-- Data shown follows --
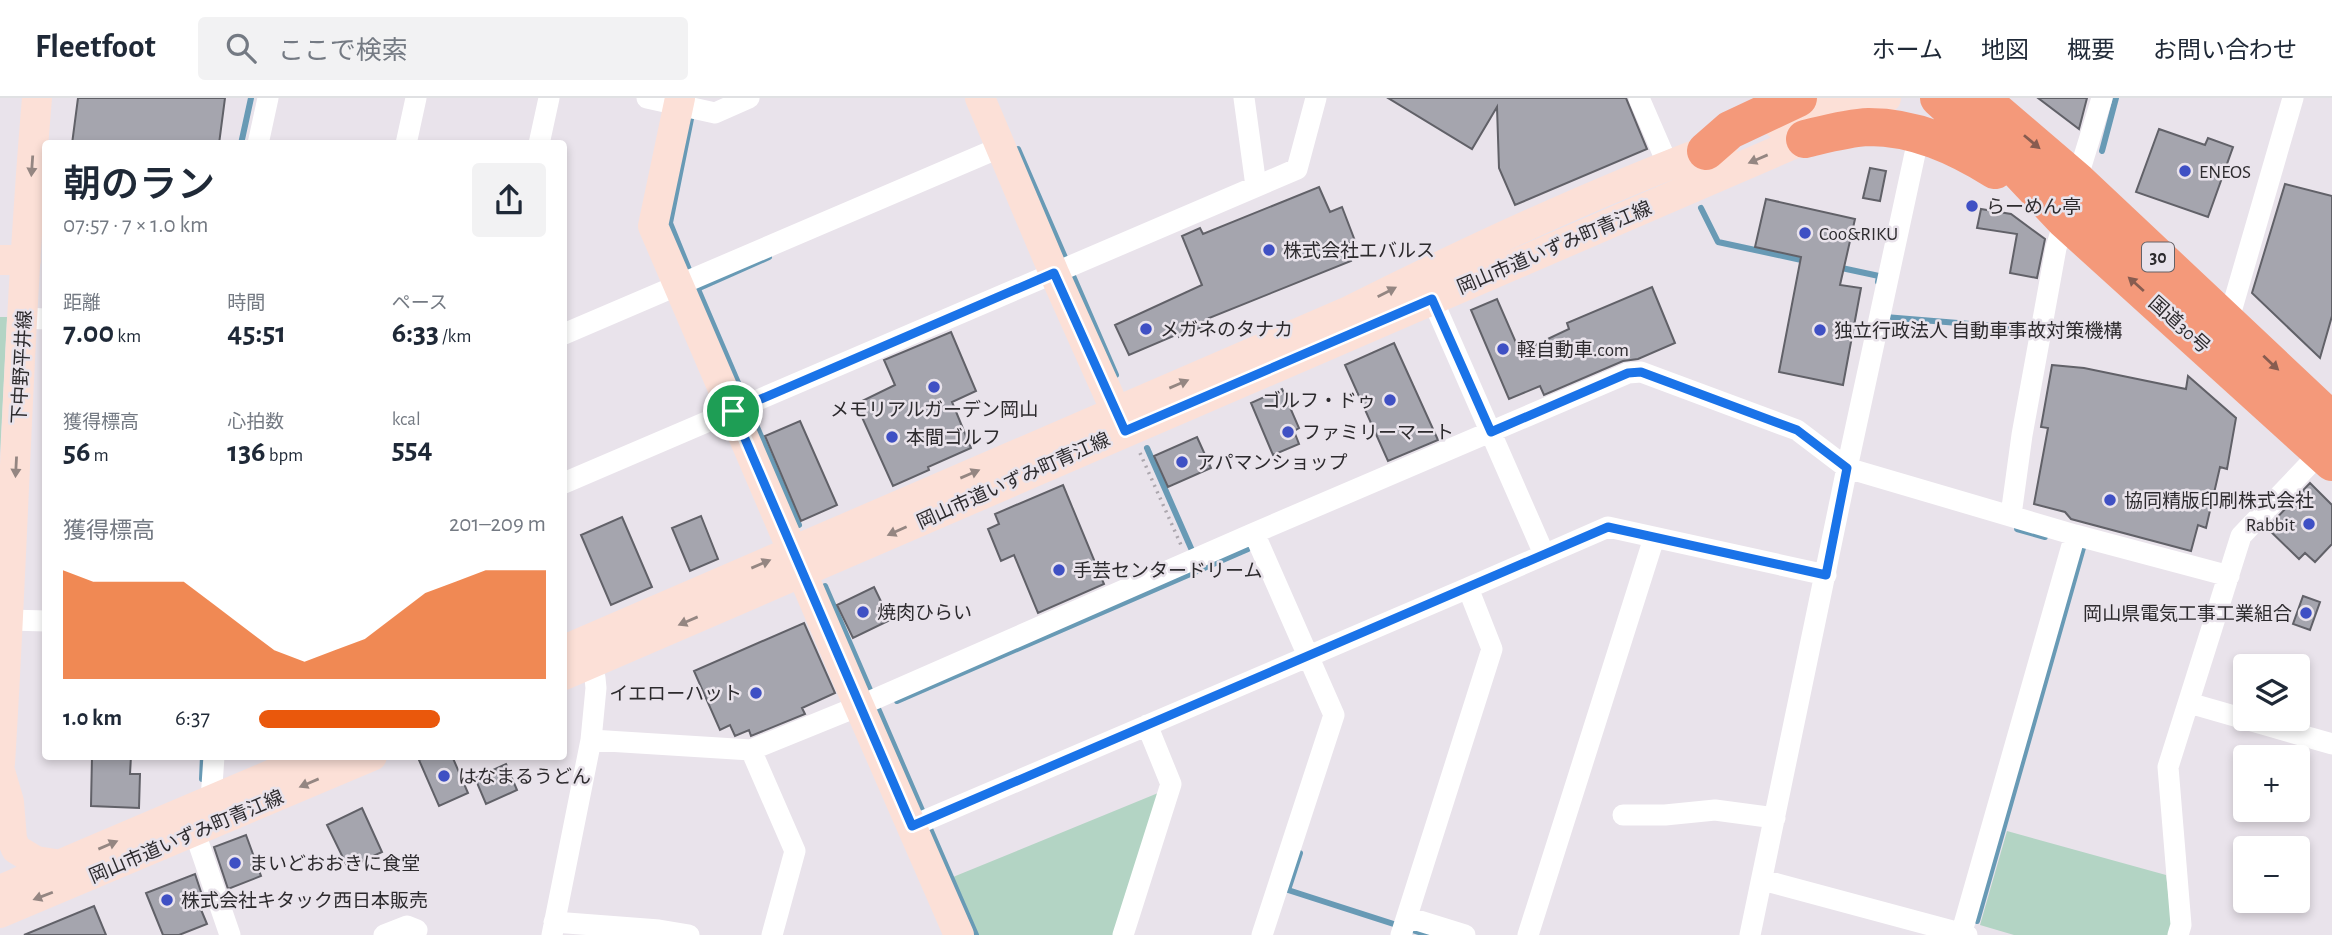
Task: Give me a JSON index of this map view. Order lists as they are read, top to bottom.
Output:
{
  "streets": {
    "highway": ["30", "国道30号"],
    "street": ["岡山市道いずみ町青江線", "下中野平井線"]
  },
  "one_way": ["下中野平井線"],
  "places": [
    "ENEOS",
    "らーめん亭",
    "Coo&RIKU",
    "株式会社エバルス",
    "メガネのタナカ",
    "独立行政法人 自動車事故対策機構",
    "軽自動車.com",
    "メモリアルガーデン岡山",
    "ゴルフ・ドゥ",
    "ファミリーマート",
    "本間ゴルフ",
    "アパマンショップ",
    "協同精版印刷株式会社",
    "Rabbit",
    "手芸センタードリーム",
    "焼肉ひらい",
    "岡山県電気工事工業組合",
    "イエローハット",
    "はなまるうどん",
    "まいどおおきに食堂",
    "株式会社キタック西日本販売"
  ],
  "page": {
    "header": "Fleetfoot",
    "search": "ここで検索",
    "nav": [
      "ホーム",
      "地図",
      "概要",
      "お問い合わせ"
    ],
    "heading": ["朝のラン", "07:57 · 7 × 1.0 km"],
    "stats": [
      ["距離", "7.00 km"],
      ["時間", "45:51"],
      ["ペース", "6:33 /km"],
      ["獲得標高", "56 m"],
      ["心拍数", "136 bpm"],
      ["kcal", "554"]
    ],
    "chart": ["獲得標高", "201–209 m"],
    "map_buttons": ["+", "−"],
    "list": [
      {
        "name": "1.0 km",
        "note": "6:37"
      }
    ]
  }
}
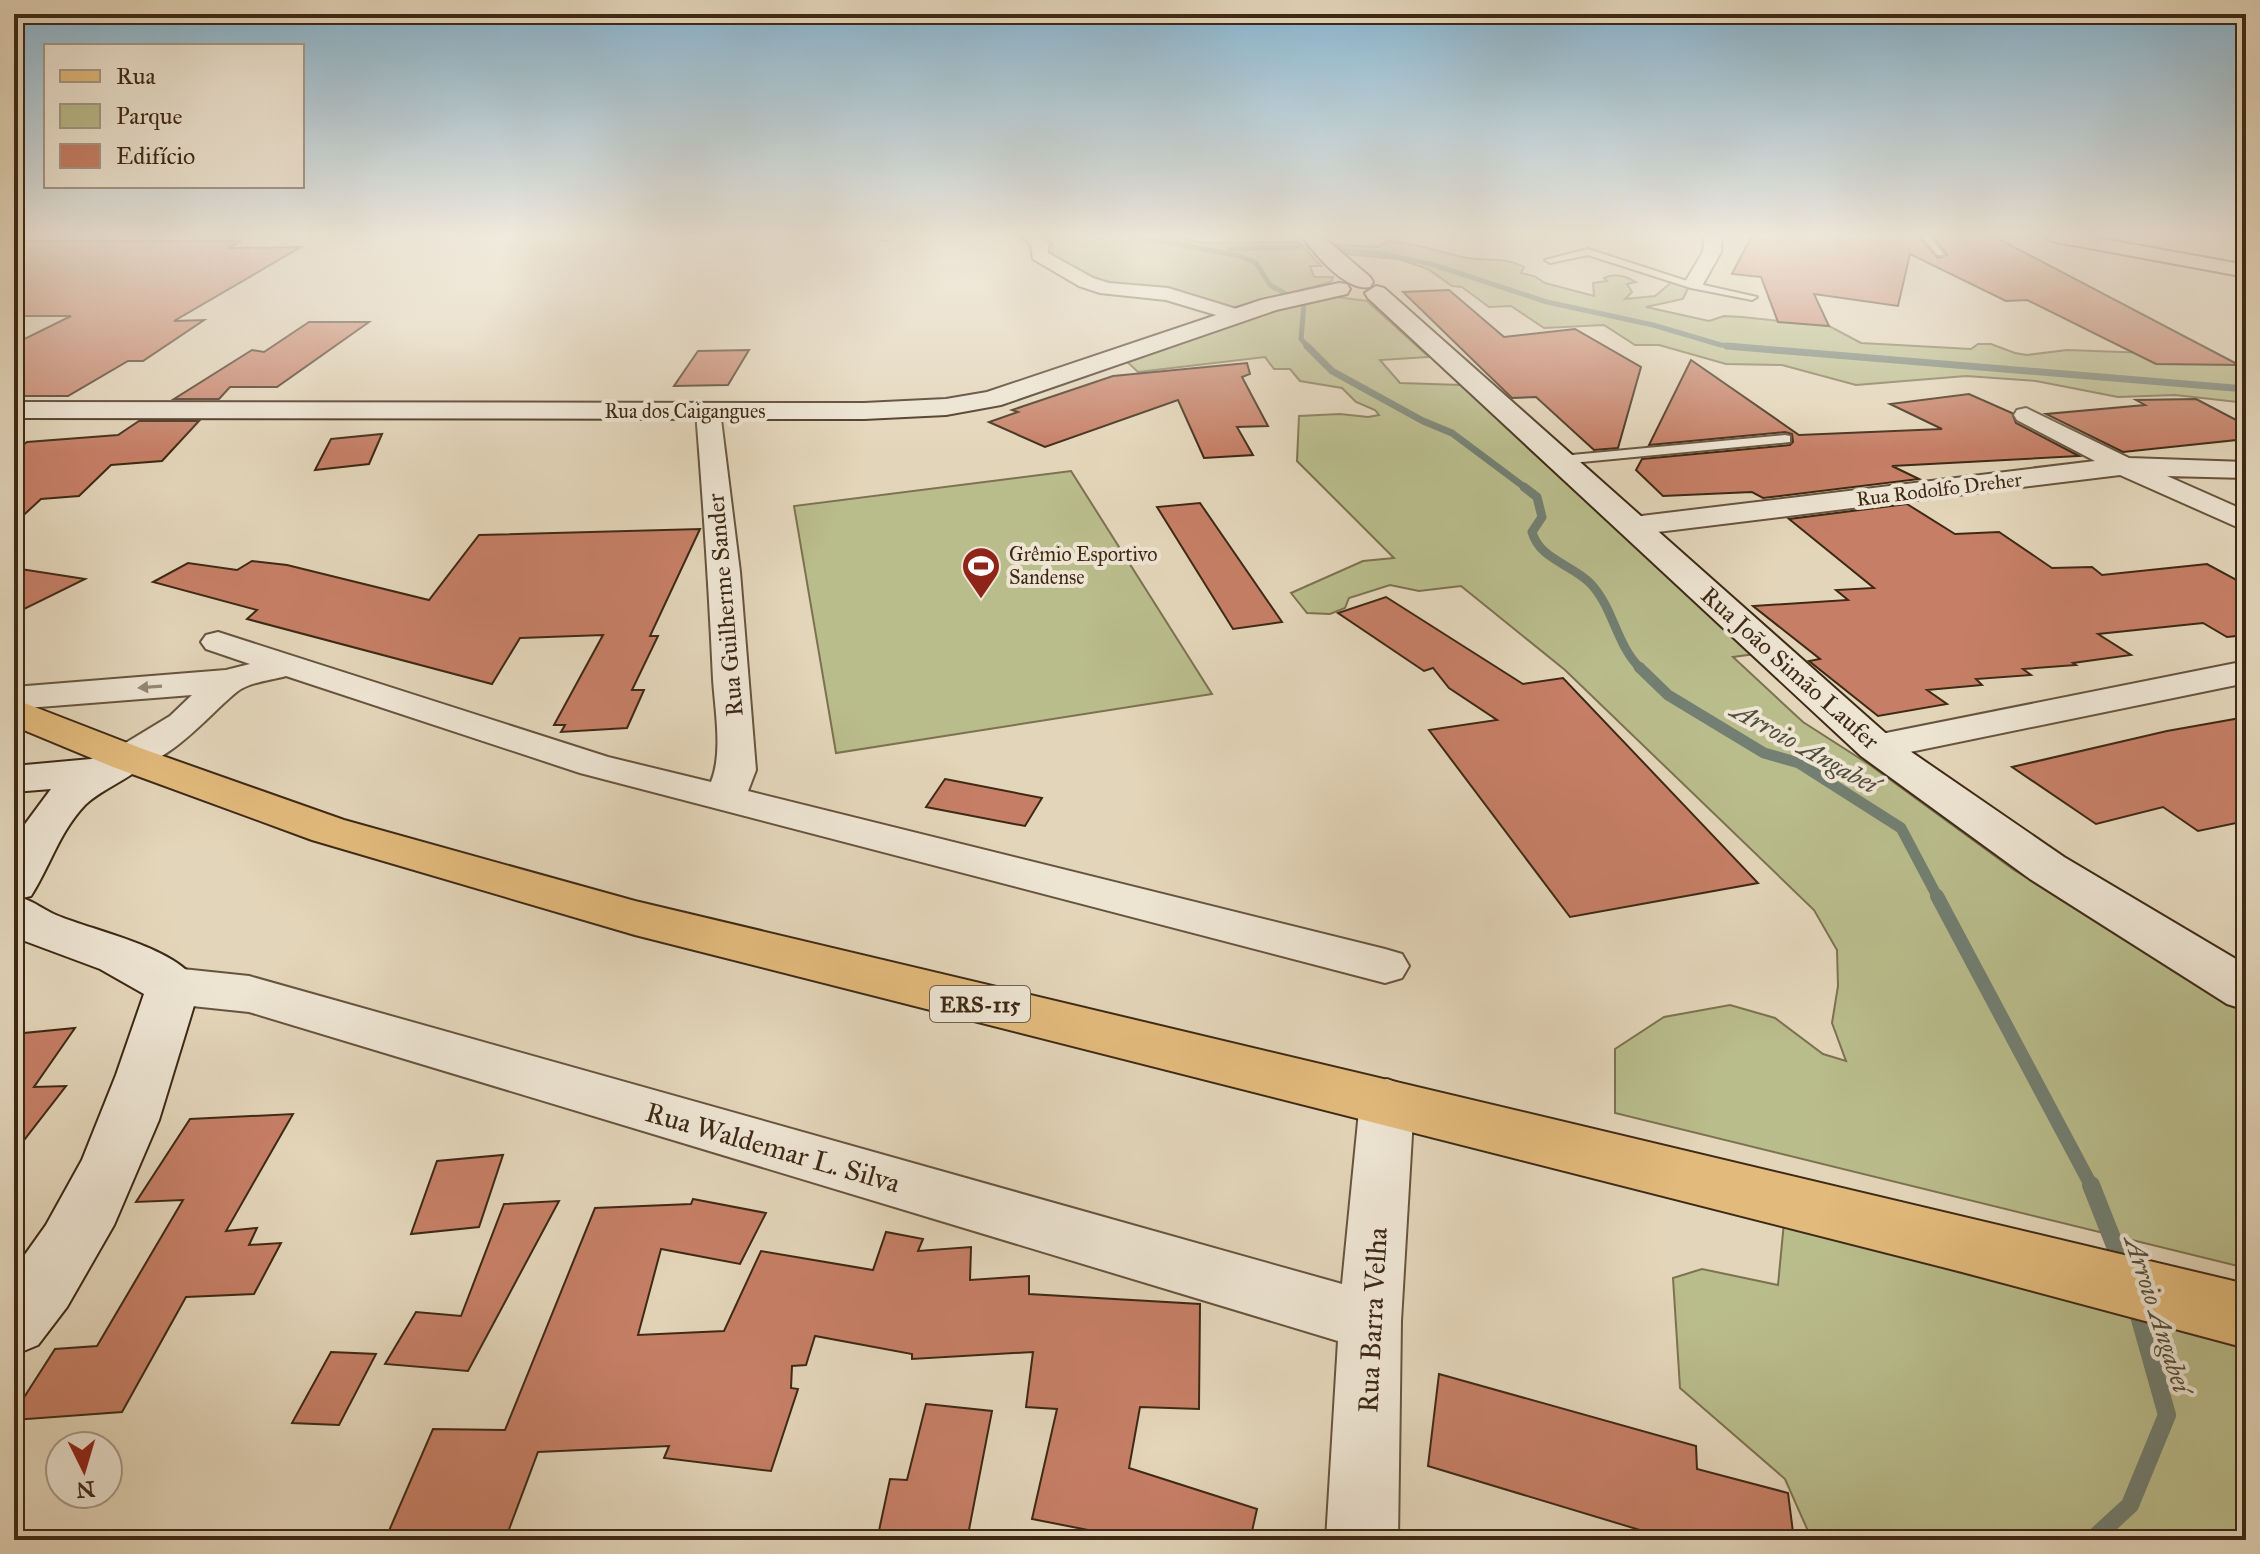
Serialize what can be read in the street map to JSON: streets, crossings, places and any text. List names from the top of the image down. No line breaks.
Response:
{"streets":{"main road":["ERS-115"],"street":["Rua dos Caigangues","Rua Rodolfo Dreher","Rua Guilherme Sander","Rua João Simão Laufer","Rua Waldemar L. Silva","Rua Barra Velha"]},"crossings":[["Rua dos Caigangues","Rua Guilherme Sander"],["Rua Rodolfo Dreher","Rua João Simão Laufer"],["ERS-115","Rua Barra Velha"],["Rua Waldemar L. Silva","Rua Barra Velha"]],"water":["Arroio Angabeí"],"places":{"sports":["Grêmio Esportivo Sandense"]},"legend":["Rua","Parque","Edifício"],"north":"bottom"}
-- Data shown concluded --
▶ **Exercise description**
The required output is each line above restated verbatim, with all images omitted.

▶ **Result of this task**
Task: Give me a JSON index of this map view. Order lists as they are read, top to bottom.
Output:
{
  "streets": {
    "highway": ["30", "国道30号"],
    "street": ["岡山市道いずみ町青江線", "下中野平井線"]
  },
  "one_way": ["下中野平井線"],
  "places": [
    "ENEOS",
    "らーめん亭",
    "Coo&RIKU",
    "株式会社エバルス",
    "メガネのタナカ",
    "独立行政法人 自動車事故対策機構",
    "軽自動車.com",
    "メモリアルガーデン岡山",
    "ゴルフ・ドゥ",
    "ファミリーマート",
    "本間ゴルフ",
    "アパマンショップ",
    "協同精版印刷株式会社",
    "Rabbit",
    "手芸センタードリーム",
    "焼肉ひらい",
    "岡山県電気工事工業組合",
    "イエローハット",
    "はなまるうどん",
    "まいどおおきに食堂",
    "株式会社キタック西日本販売"
  ],
  "page": {
    "header": "Fleetfoot",
    "search": "ここで検索",
    "nav": [
      "ホーム",
      "地図",
      "概要",
      "お問い合わせ"
    ],
    "heading": ["朝のラン", "07:57 · 7 × 1.0 km"],
    "stats": [
      ["距離", "7.00 km"],
      ["時間", "45:51"],
      ["ペース", "6:33 /km"],
      ["獲得標高", "56 m"],
      ["心拍数", "136 bpm"],
      ["kcal", "554"]
    ],
    "chart": ["獲得標高", "201–209 m"],
    "map_buttons": ["+", "−"],
    "list": [
      {
        "name": "1.0 km",
        "note": "6:37"
      }
    ]
  }
}
Serialize what can be read in the street map to JSON: streets, crossings, places and any text. List names from the top of the image down. No line breaks.
Response:
{"streets":{"main road":["ERS-115"],"street":["Rua dos Caigangues","Rua Rodolfo Dreher","Rua Guilherme Sander","Rua João Simão Laufer","Rua Waldemar L. Silva","Rua Barra Velha"]},"crossings":[["Rua dos Caigangues","Rua Guilherme Sander"],["Rua Rodolfo Dreher","Rua João Simão Laufer"],["ERS-115","Rua Barra Velha"],["Rua Waldemar L. Silva","Rua Barra Velha"]],"water":["Arroio Angabeí"],"places":{"sports":["Grêmio Esportivo Sandense"]},"legend":["Rua","Parque","Edifício"],"north":"bottom"}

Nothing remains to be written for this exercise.